Exercise directions: For each record below, retype the text exactly and omit any image.

Task input:
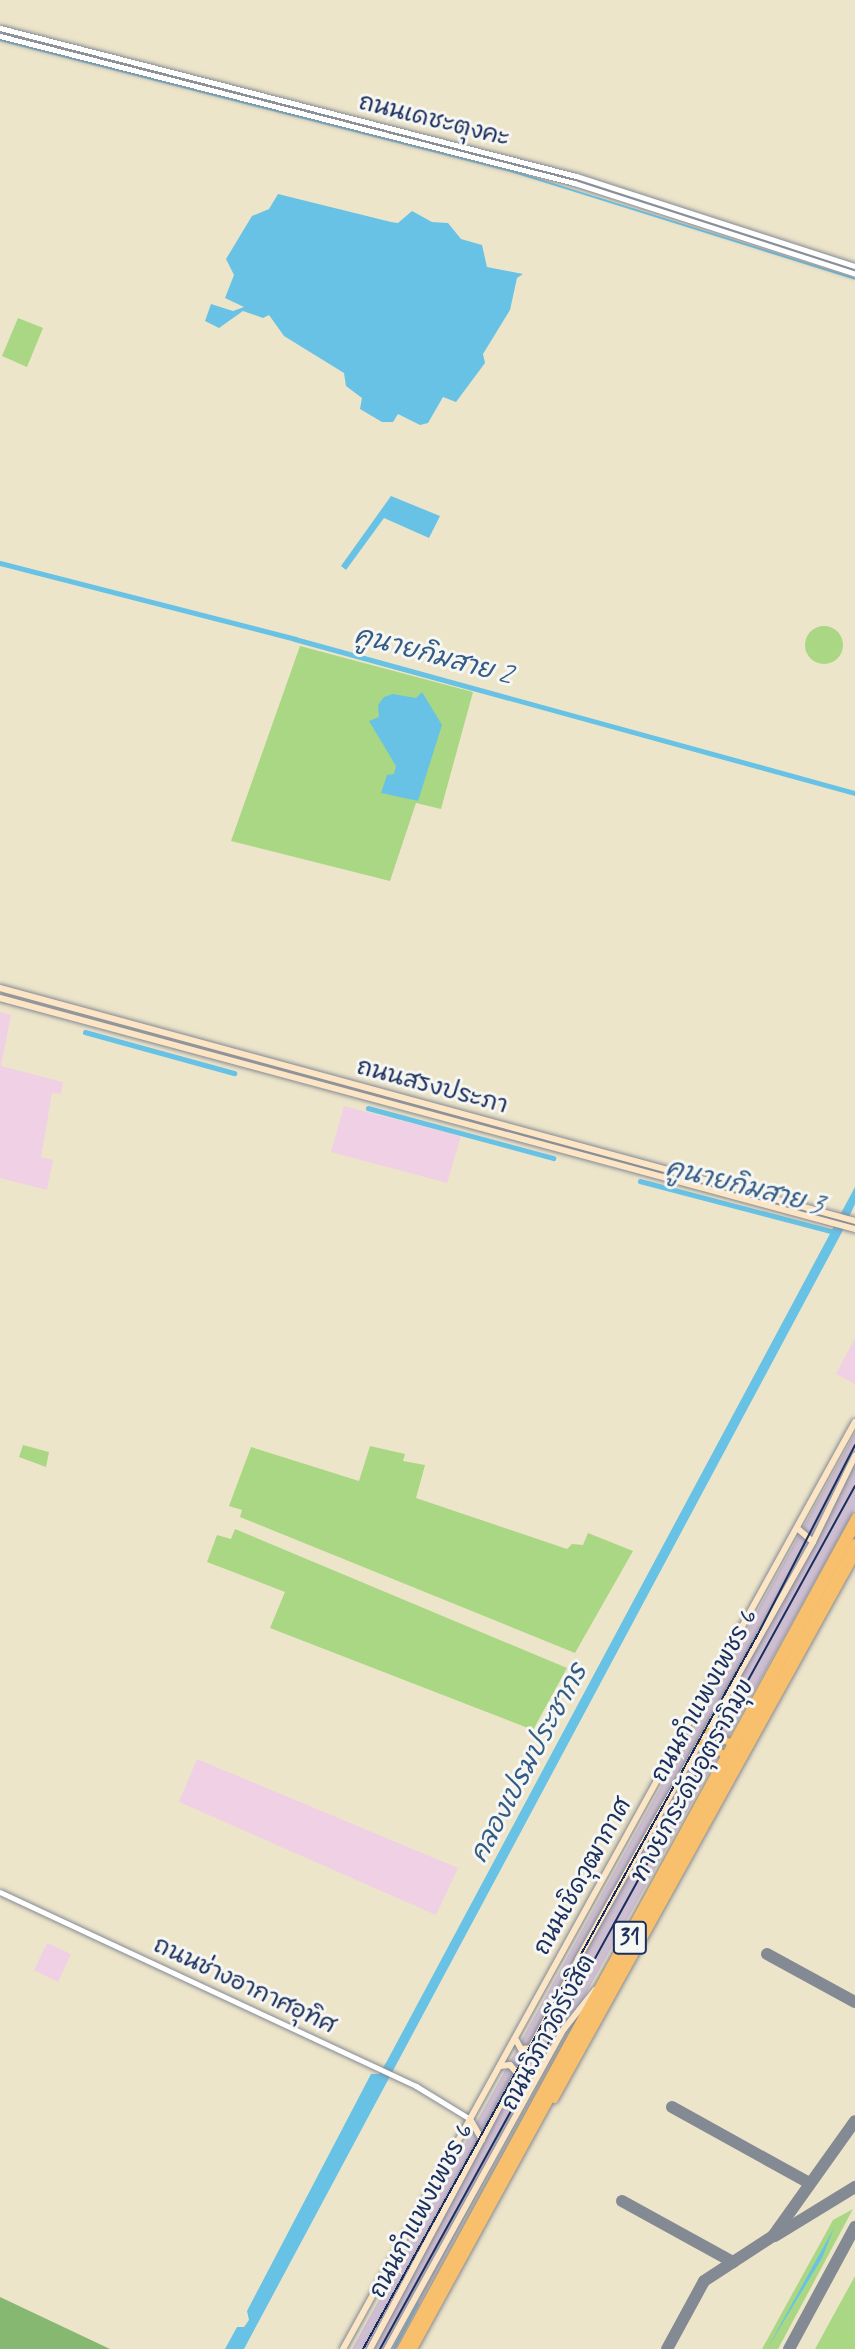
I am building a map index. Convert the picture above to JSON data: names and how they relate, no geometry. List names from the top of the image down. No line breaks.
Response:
{"streets":{"highway":["ทางยกระดับอุตราภิมุข","31","ถนนวิภาวดีรังสิต"],"main road":["ถนนสรงประภา","ถนนกำแพงเพชร 6","ถนนเชิดวุฒากาศ"],"street":["ถนนเดชะตุงคะ","ถนนช่างอากาศอุทิศ"]},"crossings":[["ทางยกระดับอุตราภิมุข","ถนนวิภาวดีรังสิต"],["ถนนเชิดวุฒากาศ","ถนนช่างอากาศอุทิศ"]],"water":["คูนายกิมสาย 2","คูนายกิมสาย 3","คลองเปรมประชากร"]}
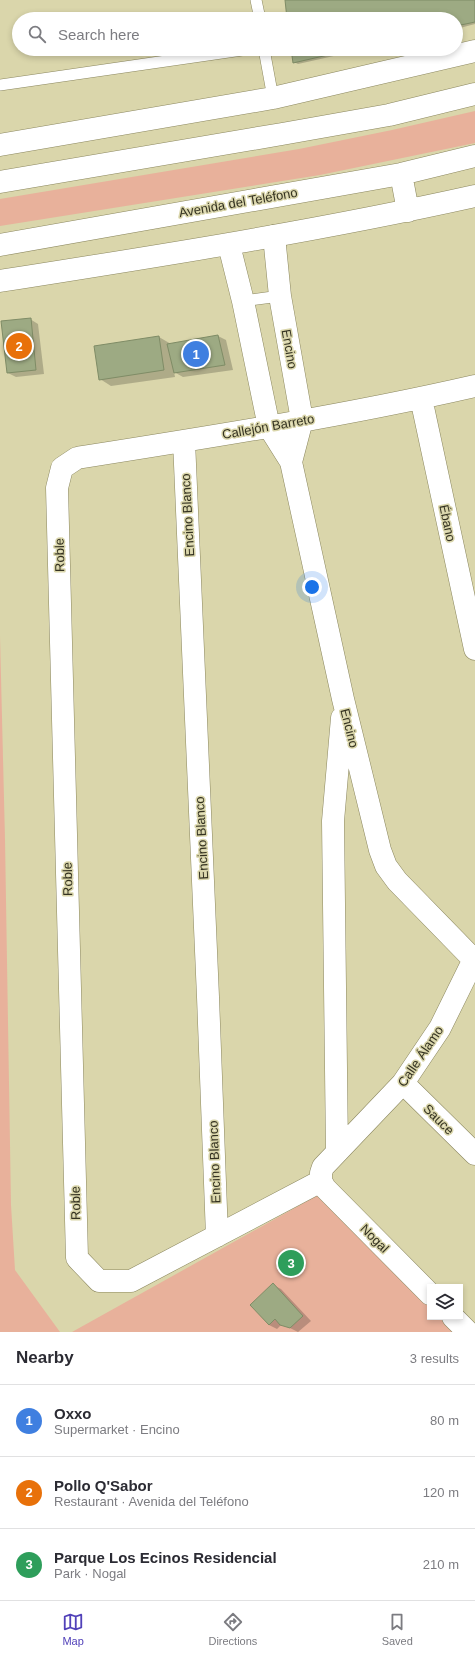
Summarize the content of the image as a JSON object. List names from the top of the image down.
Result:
{
  "streets": {
    "street": [
      "Avenida del Teléfono",
      "Encino",
      "Callejón Barreto",
      "Encino Blanco",
      "Ébano",
      "Roble",
      "Calle Álamo",
      "Sauce",
      "Nogal"
    ]
  },
  "crossings": [
    ["Encino", "Callejón Barreto"],
    ["Encino", "Calle Álamo"],
    ["Callejón Barreto", "Encino Blanco"],
    ["Callejón Barreto", "Ébano"],
    ["Callejón Barreto", "Roble"],
    ["Encino Blanco", "Roble"],
    ["Calle Álamo", "Sauce"],
    ["Calle Álamo", "Nogal"]
  ],
  "page": {
    "search": "Search here",
    "pins": ["2", "1", "3"],
    "heading": ["Nearby", "3 results"],
    "list": [
      {
        "mark": "1",
        "name": "Oxxo",
        "note": "Supermarket · Encino",
        "value": "80 m"
      },
      {
        "mark": "2",
        "name": "Pollo Q'Sabor",
        "note": "Restaurant · Avenida del Teléfono",
        "value": "120 m"
      },
      {
        "mark": "3",
        "name": "Parque Los Ecinos Residencial",
        "note": "Park · Nogal",
        "value": "210 m"
      }
    ],
    "nav": ["Map", "Directions", "Saved"]
  }
}
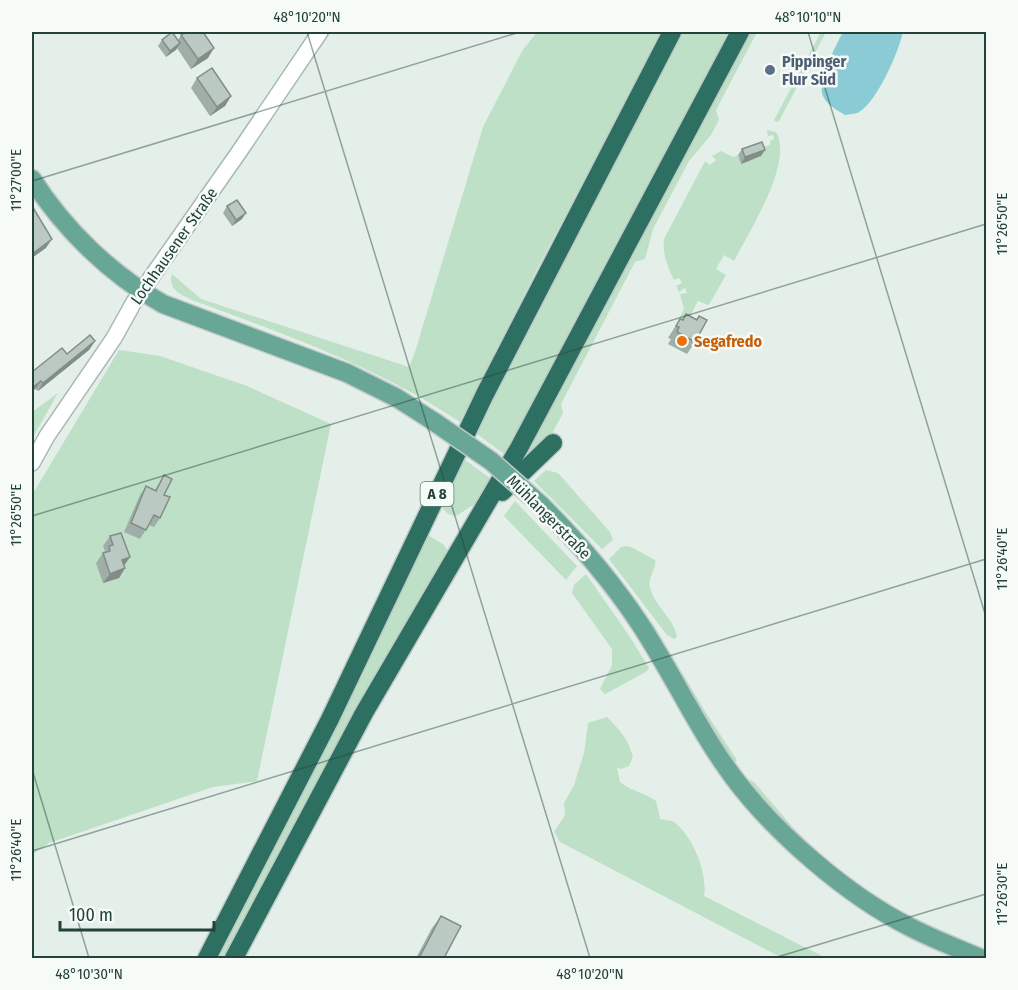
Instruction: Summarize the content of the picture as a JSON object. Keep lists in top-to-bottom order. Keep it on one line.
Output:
{"streets":{"highway":["A 8"],"main road":["Mühlangerstraße"],"street":["Lochhausener Straße"]},"crossings":[["Lochhausener Straße","Mühlangerstraße"]],"places":["Pippinger Flur Süd","Segafredo"],"scale_bar":"100 m","coordinates":["48°10'20\"N","48°10'10\"N","11°27'00\"E","11°26'50\"E","11°26'40\"E","11°26'30\"E","48°10'30\"N"]}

Response to this exercise:
I am building a map index. Convert the picture above to JSON data: names and how they relate, no geometry. List names from the top of the image down. No line breaks.
Response:
{"streets":{"highway":["ทางยกระดับอุตราภิมุข","31","ถนนวิภาวดีรังสิต"],"main road":["ถนนสรงประภา","ถนนกำแพงเพชร 6","ถนนเชิดวุฒากาศ"],"street":["ถนนเดชะตุงคะ","ถนนช่างอากาศอุทิศ"]},"crossings":[["ทางยกระดับอุตราภิมุข","ถนนวิภาวดีรังสิต"],["ถนนเชิดวุฒากาศ","ถนนช่างอากาศอุทิศ"]],"water":["คูนายกิมสาย 2","คูนายกิมสาย 3","คลองเปรมประชากร"]}
Summarize the content of the image as a JSON object. List names from the top of the image down.
Result:
{
  "streets": {
    "street": [
      "Avenida del Teléfono",
      "Encino",
      "Callejón Barreto",
      "Encino Blanco",
      "Ébano",
      "Roble",
      "Calle Álamo",
      "Sauce",
      "Nogal"
    ]
  },
  "crossings": [
    ["Encino", "Callejón Barreto"],
    ["Encino", "Calle Álamo"],
    ["Callejón Barreto", "Encino Blanco"],
    ["Callejón Barreto", "Ébano"],
    ["Callejón Barreto", "Roble"],
    ["Encino Blanco", "Roble"],
    ["Calle Álamo", "Sauce"],
    ["Calle Álamo", "Nogal"]
  ],
  "page": {
    "search": "Search here",
    "pins": ["2", "1", "3"],
    "heading": ["Nearby", "3 results"],
    "list": [
      {
        "mark": "1",
        "name": "Oxxo",
        "note": "Supermarket · Encino",
        "value": "80 m"
      },
      {
        "mark": "2",
        "name": "Pollo Q'Sabor",
        "note": "Restaurant · Avenida del Teléfono",
        "value": "120 m"
      },
      {
        "mark": "3",
        "name": "Parque Los Ecinos Residencial",
        "note": "Park · Nogal",
        "value": "210 m"
      }
    ],
    "nav": ["Map", "Directions", "Saved"]
  }
}
Instruction: Summarize the content of the picture as a JSON object. Keep lists in top-to-bottom order. Keep it on one line.
Output:
{"streets":{"highway":["A 8"],"main road":["Mühlangerstraße"],"street":["Lochhausener Straße"]},"crossings":[["Lochhausener Straße","Mühlangerstraße"]],"places":["Pippinger Flur Süd","Segafredo"],"scale_bar":"100 m","coordinates":["48°10'20\"N","48°10'10\"N","11°27'00\"E","11°26'50\"E","11°26'40\"E","11°26'30\"E","48°10'30\"N"]}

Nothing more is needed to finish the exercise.